# Requirement
The answer must be the data, repeated exactly.

# Exercise data
• • •

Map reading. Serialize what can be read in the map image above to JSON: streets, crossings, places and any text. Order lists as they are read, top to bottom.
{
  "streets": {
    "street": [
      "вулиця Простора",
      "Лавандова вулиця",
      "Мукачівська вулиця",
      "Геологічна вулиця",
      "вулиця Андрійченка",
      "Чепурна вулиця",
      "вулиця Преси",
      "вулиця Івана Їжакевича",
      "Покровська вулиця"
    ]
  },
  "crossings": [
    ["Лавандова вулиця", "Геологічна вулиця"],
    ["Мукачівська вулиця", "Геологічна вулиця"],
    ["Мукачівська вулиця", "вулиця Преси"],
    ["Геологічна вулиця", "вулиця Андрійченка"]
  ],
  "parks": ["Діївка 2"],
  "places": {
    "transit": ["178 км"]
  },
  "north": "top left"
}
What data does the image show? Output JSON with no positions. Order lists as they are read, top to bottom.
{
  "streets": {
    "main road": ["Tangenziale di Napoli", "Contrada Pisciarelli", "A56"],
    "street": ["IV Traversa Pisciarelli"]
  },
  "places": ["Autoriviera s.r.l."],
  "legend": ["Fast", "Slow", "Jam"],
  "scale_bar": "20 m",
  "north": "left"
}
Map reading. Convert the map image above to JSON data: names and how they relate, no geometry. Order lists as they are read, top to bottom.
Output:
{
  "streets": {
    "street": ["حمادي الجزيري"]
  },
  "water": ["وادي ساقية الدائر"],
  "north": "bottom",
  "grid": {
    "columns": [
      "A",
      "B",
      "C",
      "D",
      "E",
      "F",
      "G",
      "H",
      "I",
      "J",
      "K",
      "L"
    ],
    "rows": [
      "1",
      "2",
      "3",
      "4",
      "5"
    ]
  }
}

• • •

# Response below
Map reading. Serialize what can be read in the map image above to JSON: streets, crossings, places and any text. Order lists as they are read, top to bottom.
{
  "streets": {
    "street": [
      "вулиця Простора",
      "Лавандова вулиця",
      "Мукачівська вулиця",
      "Геологічна вулиця",
      "вулиця Андрійченка",
      "Чепурна вулиця",
      "вулиця Преси",
      "вулиця Івана Їжакевича",
      "Покровська вулиця"
    ]
  },
  "crossings": [
    ["Лавандова вулиця", "Геологічна вулиця"],
    ["Мукачівська вулиця", "Геологічна вулиця"],
    ["Мукачівська вулиця", "вулиця Преси"],
    ["Геологічна вулиця", "вулиця Андрійченка"]
  ],
  "parks": ["Діївка 2"],
  "places": {
    "transit": ["178 км"]
  },
  "north": "top left"
}
What data does the image show? Output JSON with no positions. Order lists as they are read, top to bottom.
{
  "streets": {
    "main road": ["Tangenziale di Napoli", "Contrada Pisciarelli", "A56"],
    "street": ["IV Traversa Pisciarelli"]
  },
  "places": ["Autoriviera s.r.l."],
  "legend": ["Fast", "Slow", "Jam"],
  "scale_bar": "20 m",
  "north": "left"
}
Map reading. Convert the map image above to JSON data: names and how they relate, no geometry. Order lists as they are read, top to bottom.
Output:
{
  "streets": {
    "street": ["حمادي الجزيري"]
  },
  "water": ["وادي ساقية الدائر"],
  "north": "bottom",
  "grid": {
    "columns": [
      "A",
      "B",
      "C",
      "D",
      "E",
      "F",
      "G",
      "H",
      "I",
      "J",
      "K",
      "L"
    ],
    "rows": [
      "1",
      "2",
      "3",
      "4",
      "5"
    ]
  }
}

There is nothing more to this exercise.